■ Material for the task ■
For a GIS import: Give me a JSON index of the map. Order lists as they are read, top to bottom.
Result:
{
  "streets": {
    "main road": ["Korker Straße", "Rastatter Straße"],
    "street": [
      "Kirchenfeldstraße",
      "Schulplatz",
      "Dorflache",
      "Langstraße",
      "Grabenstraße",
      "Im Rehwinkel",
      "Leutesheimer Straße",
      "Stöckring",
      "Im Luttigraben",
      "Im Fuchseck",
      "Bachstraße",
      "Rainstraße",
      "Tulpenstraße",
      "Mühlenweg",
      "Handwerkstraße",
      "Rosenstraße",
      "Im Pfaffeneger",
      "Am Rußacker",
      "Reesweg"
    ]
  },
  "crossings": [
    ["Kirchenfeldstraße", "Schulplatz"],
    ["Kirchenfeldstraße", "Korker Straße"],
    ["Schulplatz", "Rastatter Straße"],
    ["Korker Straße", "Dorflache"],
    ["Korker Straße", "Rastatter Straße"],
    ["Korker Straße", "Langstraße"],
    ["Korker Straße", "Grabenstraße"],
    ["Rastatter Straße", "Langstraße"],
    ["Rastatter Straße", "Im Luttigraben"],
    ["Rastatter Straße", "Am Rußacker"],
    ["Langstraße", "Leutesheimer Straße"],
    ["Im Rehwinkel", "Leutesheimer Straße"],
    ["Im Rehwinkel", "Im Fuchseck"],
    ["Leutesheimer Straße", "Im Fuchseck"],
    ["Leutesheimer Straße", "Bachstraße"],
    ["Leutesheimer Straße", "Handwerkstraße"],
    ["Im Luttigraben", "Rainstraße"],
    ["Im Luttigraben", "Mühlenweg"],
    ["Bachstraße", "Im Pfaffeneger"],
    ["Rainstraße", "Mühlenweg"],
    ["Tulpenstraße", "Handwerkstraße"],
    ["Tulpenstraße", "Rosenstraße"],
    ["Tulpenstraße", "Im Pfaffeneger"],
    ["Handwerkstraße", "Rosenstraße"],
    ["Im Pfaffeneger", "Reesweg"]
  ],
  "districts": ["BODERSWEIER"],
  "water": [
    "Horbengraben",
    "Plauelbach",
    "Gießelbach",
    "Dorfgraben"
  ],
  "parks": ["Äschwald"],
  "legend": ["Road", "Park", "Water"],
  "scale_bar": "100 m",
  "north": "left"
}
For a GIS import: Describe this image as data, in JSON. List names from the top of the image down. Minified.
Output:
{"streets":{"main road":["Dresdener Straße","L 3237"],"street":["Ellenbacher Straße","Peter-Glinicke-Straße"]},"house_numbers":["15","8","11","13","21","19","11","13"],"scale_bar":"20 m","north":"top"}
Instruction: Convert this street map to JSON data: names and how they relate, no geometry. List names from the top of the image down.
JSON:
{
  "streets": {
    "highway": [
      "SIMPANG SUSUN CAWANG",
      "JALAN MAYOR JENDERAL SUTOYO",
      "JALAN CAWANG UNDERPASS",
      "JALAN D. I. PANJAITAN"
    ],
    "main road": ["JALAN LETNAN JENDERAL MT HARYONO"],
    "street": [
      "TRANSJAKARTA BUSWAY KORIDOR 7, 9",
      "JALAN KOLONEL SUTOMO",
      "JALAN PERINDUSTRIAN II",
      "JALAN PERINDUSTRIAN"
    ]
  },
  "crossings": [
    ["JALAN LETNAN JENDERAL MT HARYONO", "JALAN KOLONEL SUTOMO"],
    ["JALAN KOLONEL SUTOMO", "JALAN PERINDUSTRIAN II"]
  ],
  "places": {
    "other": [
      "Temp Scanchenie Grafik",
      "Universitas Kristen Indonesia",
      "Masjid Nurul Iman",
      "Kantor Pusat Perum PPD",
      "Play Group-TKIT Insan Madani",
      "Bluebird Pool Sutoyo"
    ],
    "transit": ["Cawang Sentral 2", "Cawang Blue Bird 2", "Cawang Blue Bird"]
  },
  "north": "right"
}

■ Problem to work on ■
Whenever the word "they" shows up in a line of the entries, copy that line.

■ Reply to the exercise ■
For a GIS import: Give me a JSON index of the map. Order lists as they are read, top to bottom.
Instruction: Convert this street map to JSON data: names and how they relate, no geometry. List names from the top of the image down.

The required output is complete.